<<<<

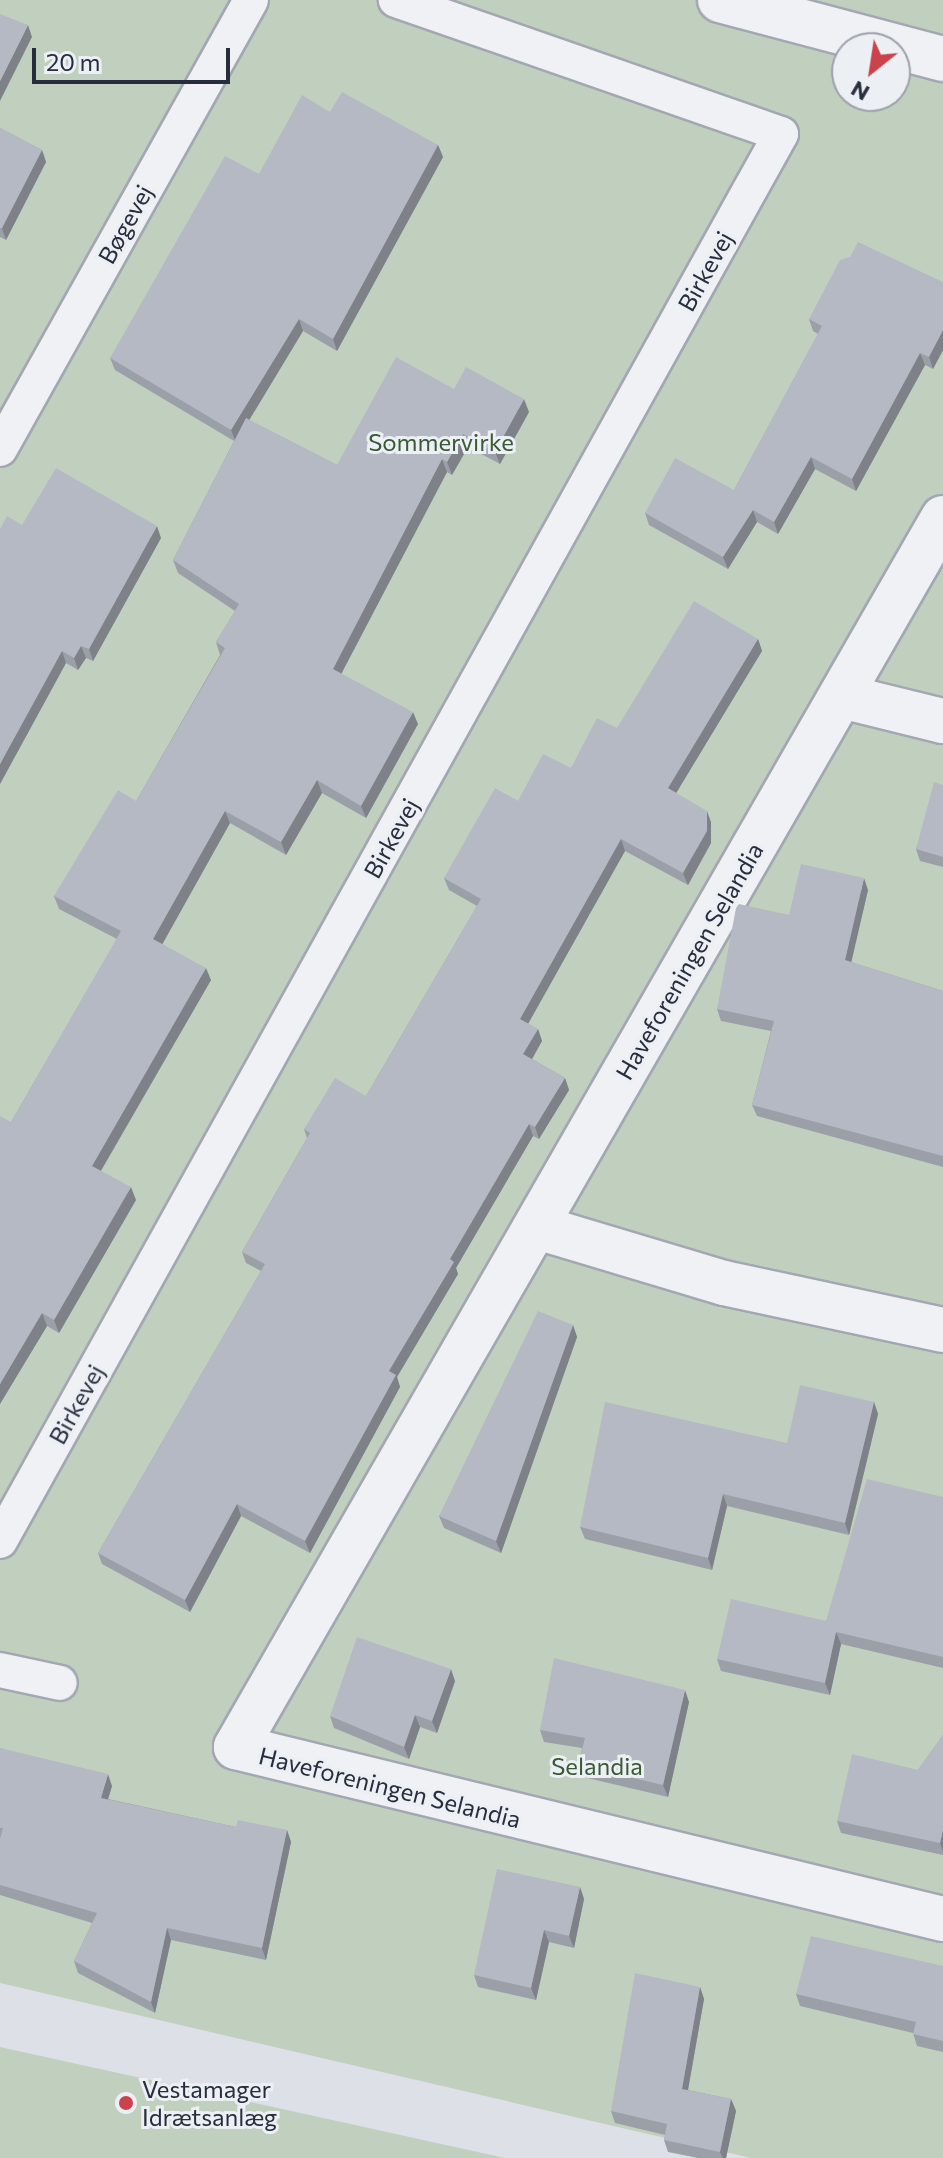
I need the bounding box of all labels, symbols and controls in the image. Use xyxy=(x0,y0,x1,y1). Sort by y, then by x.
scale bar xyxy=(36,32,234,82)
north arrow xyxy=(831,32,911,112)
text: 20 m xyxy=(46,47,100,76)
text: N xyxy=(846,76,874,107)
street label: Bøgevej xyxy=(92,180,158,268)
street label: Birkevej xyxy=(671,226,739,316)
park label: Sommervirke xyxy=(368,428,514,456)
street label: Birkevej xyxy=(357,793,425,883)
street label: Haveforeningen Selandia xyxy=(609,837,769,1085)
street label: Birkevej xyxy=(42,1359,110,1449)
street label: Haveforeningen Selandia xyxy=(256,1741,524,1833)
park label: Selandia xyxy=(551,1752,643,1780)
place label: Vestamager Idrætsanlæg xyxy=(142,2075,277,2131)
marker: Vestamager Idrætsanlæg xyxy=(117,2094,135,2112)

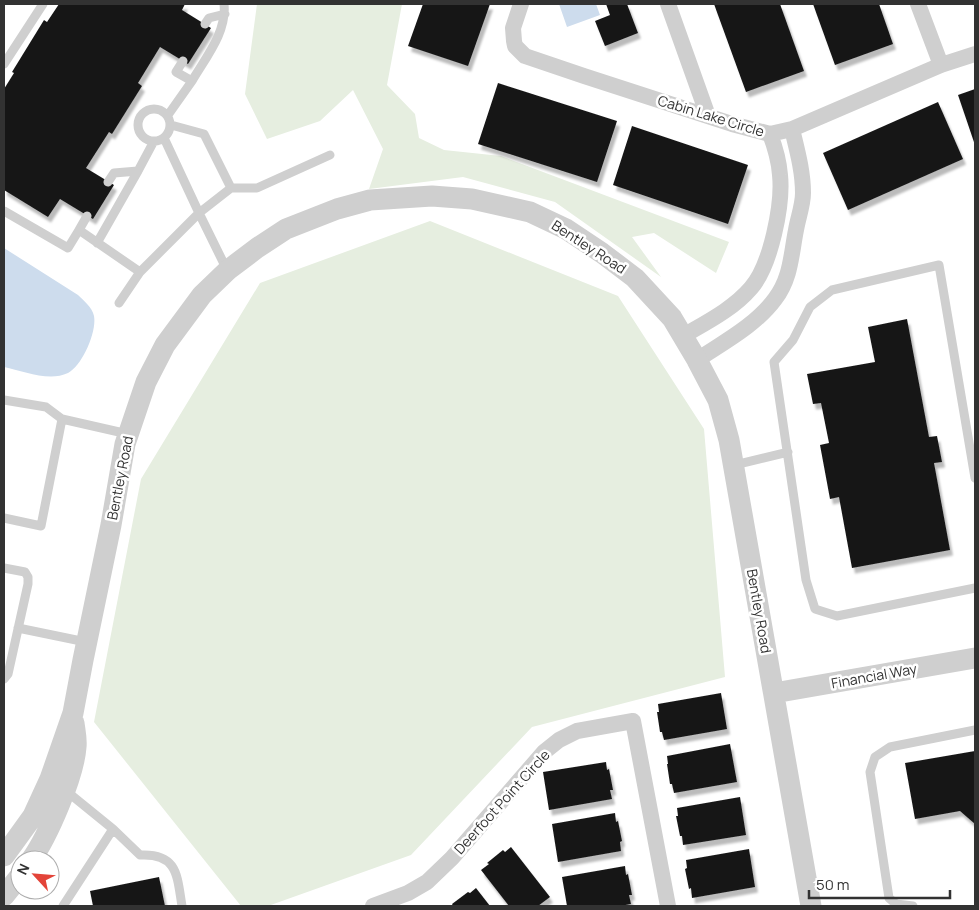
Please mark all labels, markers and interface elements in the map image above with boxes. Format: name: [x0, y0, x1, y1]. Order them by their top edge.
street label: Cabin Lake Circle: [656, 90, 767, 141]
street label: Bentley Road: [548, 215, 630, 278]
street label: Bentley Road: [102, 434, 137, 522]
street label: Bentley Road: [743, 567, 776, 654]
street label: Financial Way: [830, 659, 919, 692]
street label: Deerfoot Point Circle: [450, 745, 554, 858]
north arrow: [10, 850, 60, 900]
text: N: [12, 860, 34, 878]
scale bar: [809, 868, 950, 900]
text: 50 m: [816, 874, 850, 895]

>>>>

WHAT TO WORK ON:
All of the lines above should be printed exactly, minus the pictures.

ANSWER BOX:
I need the bounding box of all labels, symbols and controls in the image. Use xyxy=(x0,y0,x1,y1). Sort by y, then by x.
scale bar xyxy=(36,32,234,82)
north arrow xyxy=(831,32,911,112)
text: 20 m xyxy=(46,47,100,76)
text: N xyxy=(846,76,874,107)
street label: Bøgevej xyxy=(92,180,158,268)
street label: Birkevej xyxy=(671,226,739,316)
park label: Sommervirke xyxy=(368,428,514,456)
street label: Birkevej xyxy=(357,793,425,883)
street label: Haveforeningen Selandia xyxy=(609,837,769,1085)
street label: Birkevej xyxy=(42,1359,110,1449)
street label: Haveforeningen Selandia xyxy=(256,1741,524,1833)
park label: Selandia xyxy=(551,1752,643,1780)
place label: Vestamager Idrætsanlæg xyxy=(142,2075,277,2131)
marker: Vestamager Idrætsanlæg xyxy=(117,2094,135,2112)

Please mark all labels, markers and interface elements in the map image above with boxes. Format: name: [x0, y0, x1, y1]. Order them by their top edge.
street label: Cabin Lake Circle: [656, 90, 767, 141]
street label: Bentley Road: [548, 215, 630, 278]
street label: Bentley Road: [102, 434, 137, 522]
street label: Bentley Road: [743, 567, 776, 654]
street label: Financial Way: [830, 659, 919, 692]
street label: Deerfoot Point Circle: [450, 745, 554, 858]
north arrow: [10, 850, 60, 900]
text: N: [12, 860, 34, 878]
scale bar: [809, 868, 950, 900]
text: 50 m: [816, 874, 850, 895]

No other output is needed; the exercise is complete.